Thursday, February 19, 2009

It's good to be home

I got home from the Buyer's Market of American Craft on Tuesday and am still exhausted. I had a great time and a great show. Although traffic was certainly slower than usual, we were busy most of the weekend and ran out of goody bags (which we give out with each order) on the second day of the show! I had great neighbors; Watchcraft, Mark Poulin, Big Dipper Waxworks
just to name a few. It was an upbeat group and we had a great time. Fantastic meals at Dimitri's and Palace at the Ben, and our favorite yummy millet muffins from The Reading Terminal Market. 
In every aisle any time of any day there were little clusters of artists in the aisles comparing numbers. Several buyers commented on walking by and seeing those groups, or seeing artists sitting in their booths arms crossed, looking glum  - 'doom & gloom depressed' was one buyer's description. One buyer said she didn't want to even walk in to those booths because it would get the artist's hopes up and if she left without ordering she'd feel terrible. I heard several versions of this from other buyers, as well. So while it was totally understandable that reality was hitting people hard, the problem is that if they let it show it made things even worse. A show is one of the few opportunities artists have to commiserate and support each other and that always happens. But as much as we need to talk and know we're not alone, it's really better saved until after show hours. 

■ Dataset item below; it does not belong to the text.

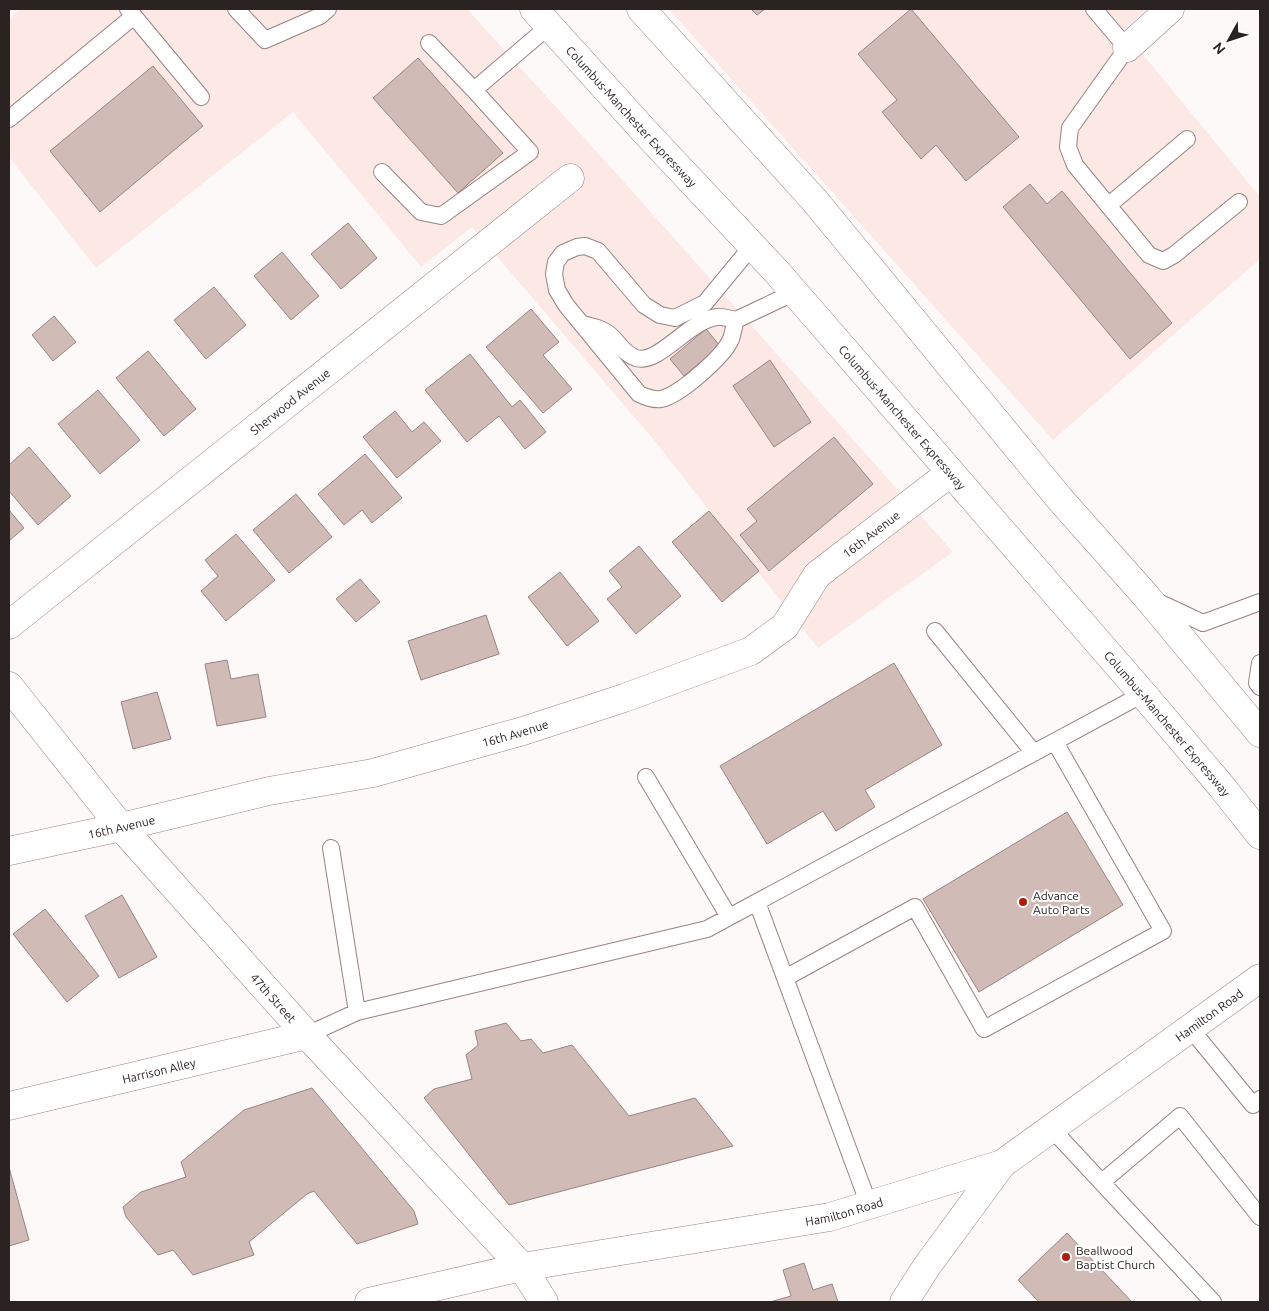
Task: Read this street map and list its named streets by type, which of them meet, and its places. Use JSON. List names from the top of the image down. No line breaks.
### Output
{"streets":{"street":["Columbus-Manchester Expressway","Sherwood Avenue","16th Avenue","47th Street","Hamilton Road","Harrison Alley"]},"crossings":[["Columbus-Manchester Expressway","16th Avenue"],["16th Avenue","47th Street"],["47th Street","Hamilton Road"],["47th Street","Harrison Alley"]],"places":["Advance Auto Parts","Beallwood Baptist Church"],"north":"bottom left"}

Believe me, I know how hard it is to act like all is well when you're worrying about paying your mortgage. I remember a show in San Francisco where I sat under the table and cried while my assistant stood next to me talking to buyers pretending my tears weren't falling on her shoes. 

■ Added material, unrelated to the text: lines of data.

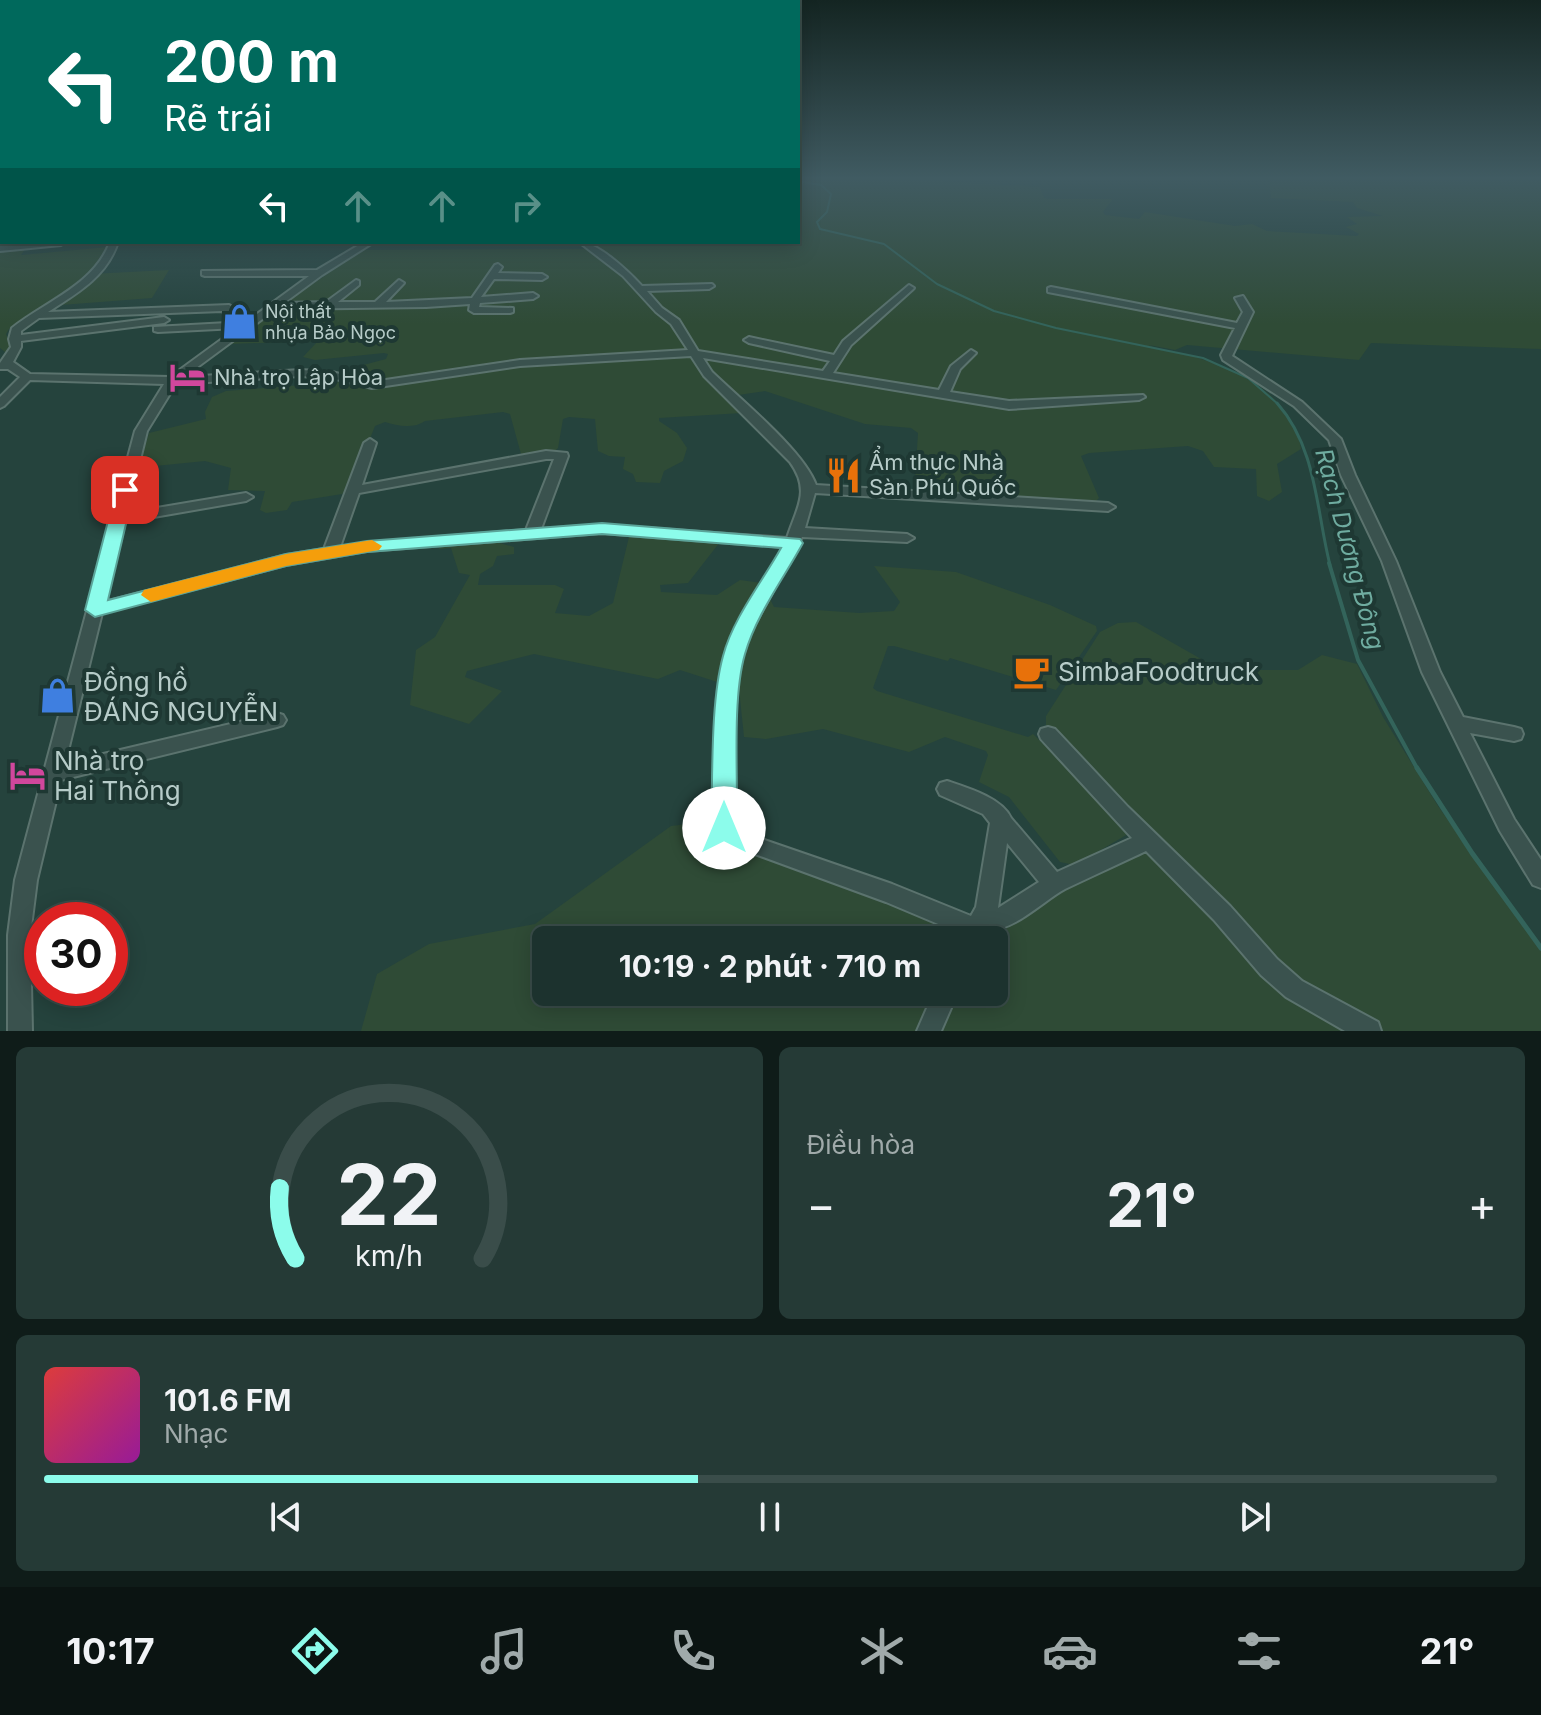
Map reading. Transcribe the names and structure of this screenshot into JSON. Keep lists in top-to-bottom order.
{
  "water": ["Rạch Dương Đông"],
  "places": {
    "shop": ["Nội thất nhựa Bảo Ngọc", "Đồng hồ ĐÁNG NGUYỄN"],
    "hotel": ["Nhà trọ Lập Hòa", "Nhà trọ Hai Thông"],
    "restaurant": ["Ẩm thực Nhà Sàn Phú Quốc"],
    "cafe": ["SimbaFoodtruck"]
  },
  "page": {
    "turn": ["200 m", "Rẽ trái"],
    "limit": "30",
    "trip": "10:19 · 2 phút · 710 m",
    "tile": "Điều hòa",
    "heat": ["−", "21°", "+"],
    "song": ["101.6 FM", "Nhạc"],
    "tabs": ["10:17", "21°"],
    "gauge": ["22", "km/h"]
  }
}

For the past several years (even before the economic downturn) I've made a vow before every show to not participate in any negative fear-based conversations. It just doesn't help me in any way. At this show Loren and I promised each other to create 'a bubble of good energy' around the booth and keep each other up and in good spirits no matter how it went. 

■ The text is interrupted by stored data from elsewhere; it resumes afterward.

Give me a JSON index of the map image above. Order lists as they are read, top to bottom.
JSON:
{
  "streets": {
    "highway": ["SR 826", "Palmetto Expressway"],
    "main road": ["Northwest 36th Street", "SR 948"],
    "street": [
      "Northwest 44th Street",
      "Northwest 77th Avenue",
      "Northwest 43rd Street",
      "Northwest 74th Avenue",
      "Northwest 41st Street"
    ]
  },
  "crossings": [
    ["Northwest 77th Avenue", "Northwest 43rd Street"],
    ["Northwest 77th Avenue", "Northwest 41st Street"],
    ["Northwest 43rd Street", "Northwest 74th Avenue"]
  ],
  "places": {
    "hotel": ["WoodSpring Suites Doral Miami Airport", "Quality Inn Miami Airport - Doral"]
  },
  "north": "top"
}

Now of course, I can't say that's what made my show successful and I know it was easier to keep that vow because things went well. But there is nothing we can do to change the economy, so my philosophy is to choose to live in joy, not focus on what is going on, turn off the news, avoid even seeing the newspaper. Fear and worry never made my life any better. Whether at a show or freezing my buns off at my booth in Seattle, I remind myself every day that I am safe, doing what I love, well fed and have great friends. The rest is gravy.